Leaving the pictures aside, repeat the entries exactly.

(PROVIDED DATA begins)

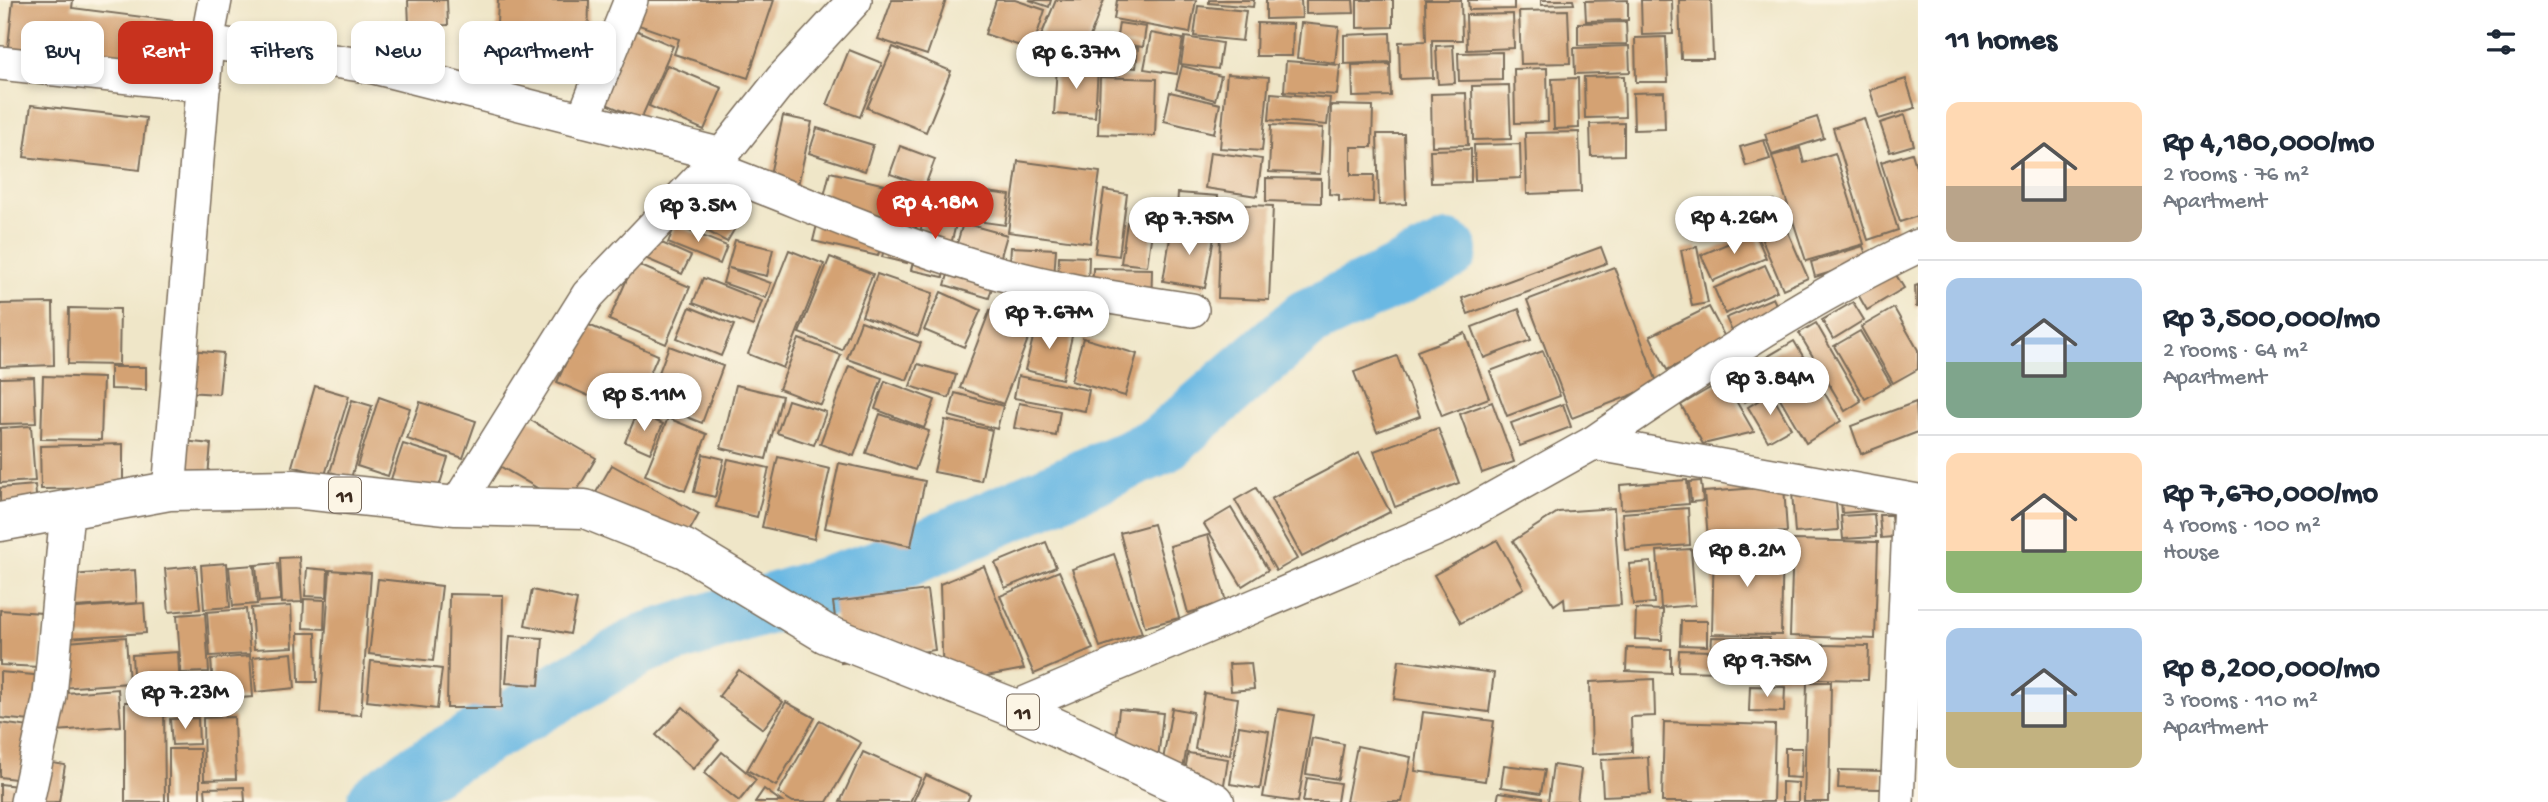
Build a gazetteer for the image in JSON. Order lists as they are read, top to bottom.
{
  "streets": {
    "highway": ["11"]
  },
  "page": {
    "heading": "11 homes",
    "chip": [
      "Buy",
      "Rent",
      "Filters",
      "New",
      "Apartment"
    ],
    "price": [
      "Rp 6.37M",
      "Rp 4.18M",
      "Rp 3.5M",
      "Rp 4.26M",
      "Rp 7.75M",
      "Rp 7.67M",
      "Rp 3.84M",
      "Rp 5.11M",
      "Rp 8.2M",
      "Rp 9.75M",
      "Rp 7.23M"
    ],
    "list": [
      {
        "name": "Rp 4,180,000/mo",
        "note": "2 rooms · 76 m² · Apartment"
      },
      {
        "name": "Rp 3,500,000/mo",
        "note": "2 rooms · 64 m² · Apartment"
      },
      {
        "name": "Rp 7,670,000/mo",
        "note": "4 rooms · 100 m² · House"
      },
      {
        "name": "Rp 8,200,000/mo",
        "note": "3 rooms · 110 m² · Apartment"
      }
    ]
  }
}
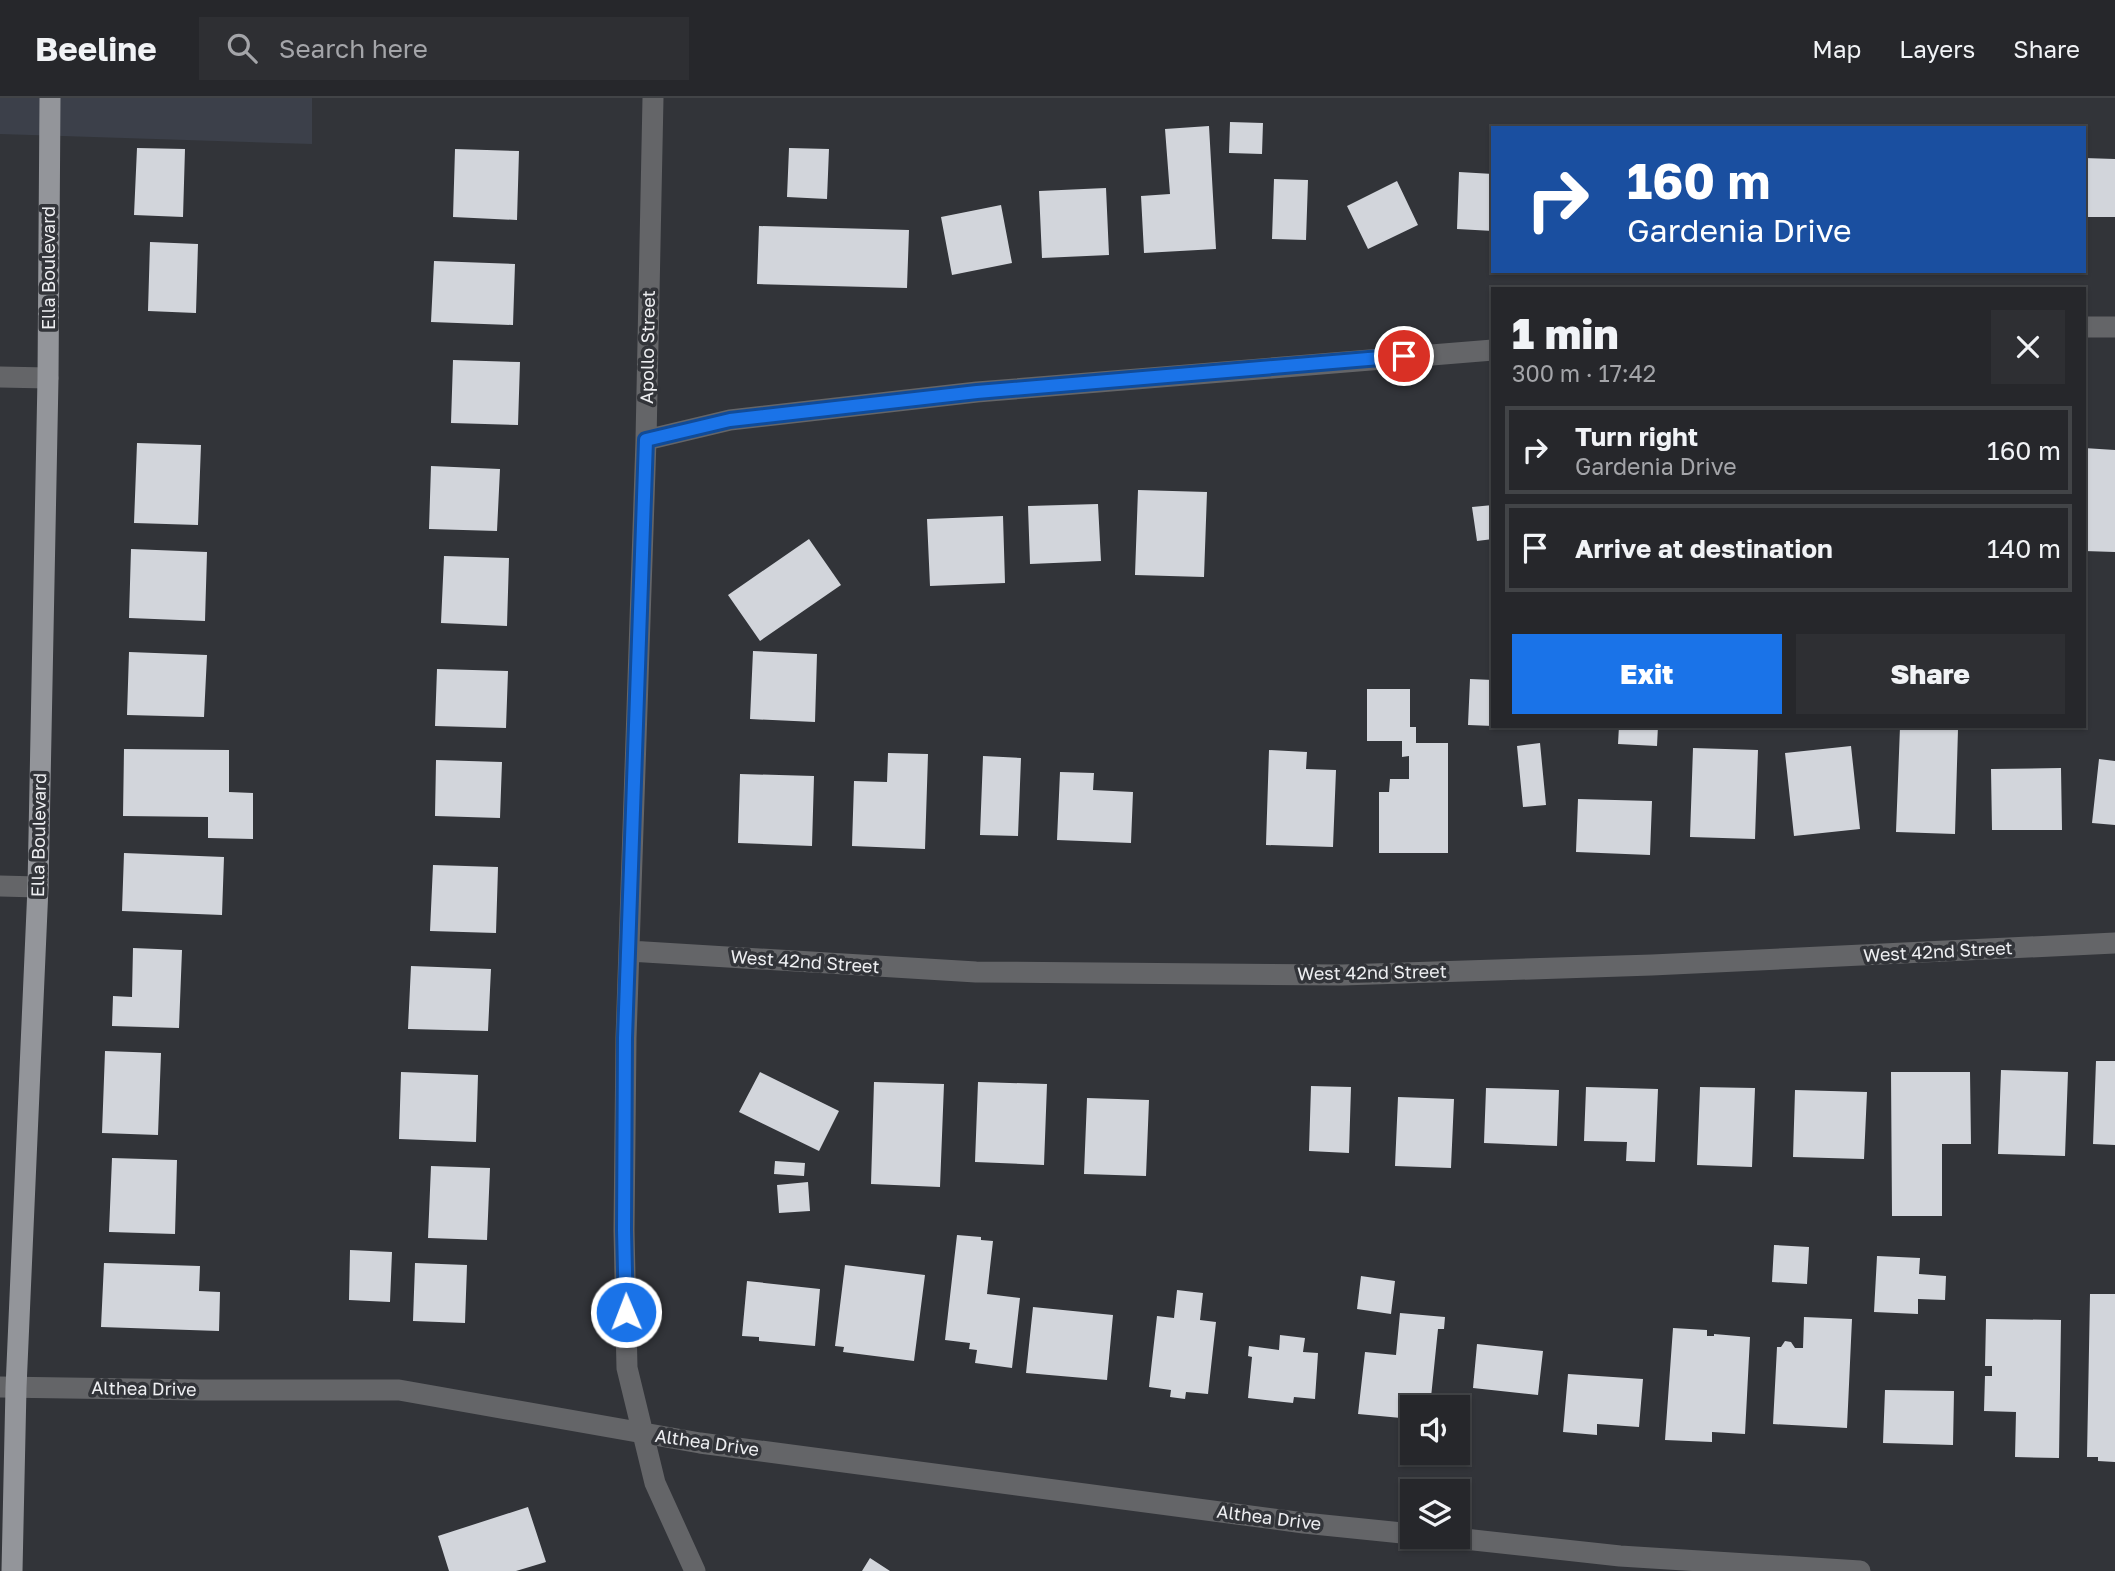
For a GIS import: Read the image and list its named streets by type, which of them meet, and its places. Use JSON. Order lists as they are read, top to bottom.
{
  "streets": {
    "main road": ["Ella Boulevard"],
    "street": ["Apollo Street", "West 42nd Street", "Althea Drive"]
  },
  "crossings": [
    ["Ella Boulevard", "Althea Drive"],
    ["Apollo Street", "West 42nd Street"],
    ["Apollo Street", "Althea Drive"]
  ],
  "page": {
    "header": "Beeline",
    "search": "Search here",
    "nav": ["Map", "Layers", "Share"],
    "turn": ["160 m", "Gardenia Drive"],
    "heading": ["1 min", "300 m · 17:42"],
    "list": [
      {
        "name": "Turn right",
        "note": "Gardenia Drive",
        "value": "160 m"
      },
      {
        "name": "Arrive at destination",
        "value": "140 m"
      }
    ],
    "buttons": ["Exit", "Share"]
  }
}
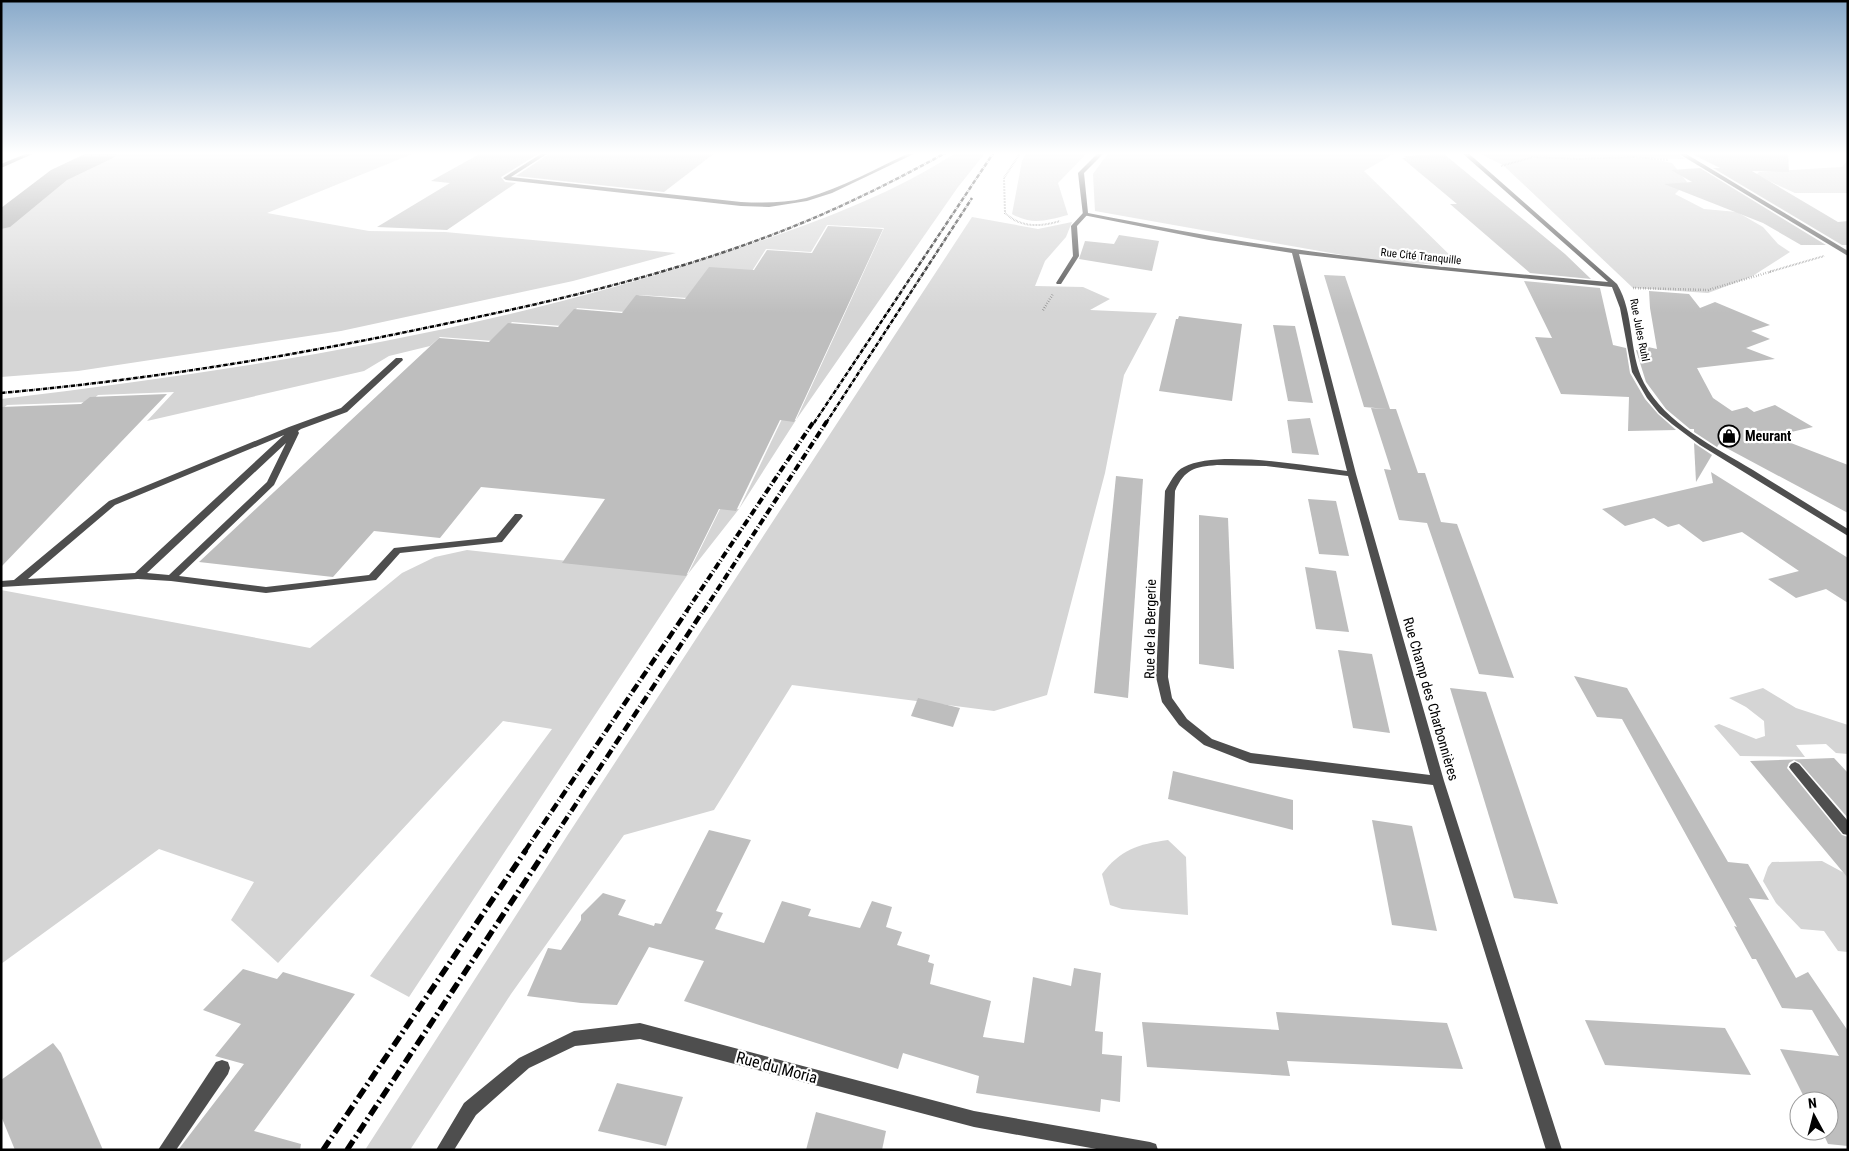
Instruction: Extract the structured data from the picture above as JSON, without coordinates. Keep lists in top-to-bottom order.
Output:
{
  "streets": {
    "street": [
      "Rue Cité Tranquille",
      "Rue Jules Ruhl",
      "Rue de la Bergerie",
      "Rue Champ des Charbonnières",
      "Rue du Moria"
    ]
  },
  "crossings": [
    ["Rue Cité Tranquille", "Rue Jules Ruhl"],
    ["Rue Cité Tranquille", "Rue Champ des Charbonnières"],
    ["Rue de la Bergerie", "Rue Champ des Charbonnières"]
  ],
  "places": {
    "shop": ["Meurant"]
  },
  "north": "top"
}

(PROVIDED DATA ends)

COMPLETED EXERCISE:
Build a gazetteer for the image in JSON. Order lists as they are read, top to bottom.
{
  "streets": {
    "highway": ["11"]
  },
  "page": {
    "heading": "11 homes",
    "chip": [
      "Buy",
      "Rent",
      "Filters",
      "New",
      "Apartment"
    ],
    "price": [
      "Rp 6.37M",
      "Rp 4.18M",
      "Rp 3.5M",
      "Rp 4.26M",
      "Rp 7.75M",
      "Rp 7.67M",
      "Rp 3.84M",
      "Rp 5.11M",
      "Rp 8.2M",
      "Rp 9.75M",
      "Rp 7.23M"
    ],
    "list": [
      {
        "name": "Rp 4,180,000/mo",
        "note": "2 rooms · 76 m² · Apartment"
      },
      {
        "name": "Rp 3,500,000/mo",
        "note": "2 rooms · 64 m² · Apartment"
      },
      {
        "name": "Rp 7,670,000/mo",
        "note": "4 rooms · 100 m² · House"
      },
      {
        "name": "Rp 8,200,000/mo",
        "note": "3 rooms · 110 m² · Apartment"
      }
    ]
  }
}
For a GIS import: Read the image and list its named streets by type, which of them meet, and its places. Use JSON. Order lists as they are read, top to bottom.
{
  "streets": {
    "main road": ["Ella Boulevard"],
    "street": ["Apollo Street", "West 42nd Street", "Althea Drive"]
  },
  "crossings": [
    ["Ella Boulevard", "Althea Drive"],
    ["Apollo Street", "West 42nd Street"],
    ["Apollo Street", "Althea Drive"]
  ],
  "page": {
    "header": "Beeline",
    "search": "Search here",
    "nav": ["Map", "Layers", "Share"],
    "turn": ["160 m", "Gardenia Drive"],
    "heading": ["1 min", "300 m · 17:42"],
    "list": [
      {
        "name": "Turn right",
        "note": "Gardenia Drive",
        "value": "160 m"
      },
      {
        "name": "Arrive at destination",
        "value": "140 m"
      }
    ],
    "buttons": ["Exit", "Share"]
  }
}
Instruction: Extract the structured data from the picture above as JSON, without coordinates. Keep lists in top-to-bottom order.
Output:
{
  "streets": {
    "street": [
      "Rue Cité Tranquille",
      "Rue Jules Ruhl",
      "Rue de la Bergerie",
      "Rue Champ des Charbonnières",
      "Rue du Moria"
    ]
  },
  "crossings": [
    ["Rue Cité Tranquille", "Rue Jules Ruhl"],
    ["Rue Cité Tranquille", "Rue Champ des Charbonnières"],
    ["Rue de la Bergerie", "Rue Champ des Charbonnières"]
  ],
  "places": {
    "shop": ["Meurant"]
  },
  "north": "top"
}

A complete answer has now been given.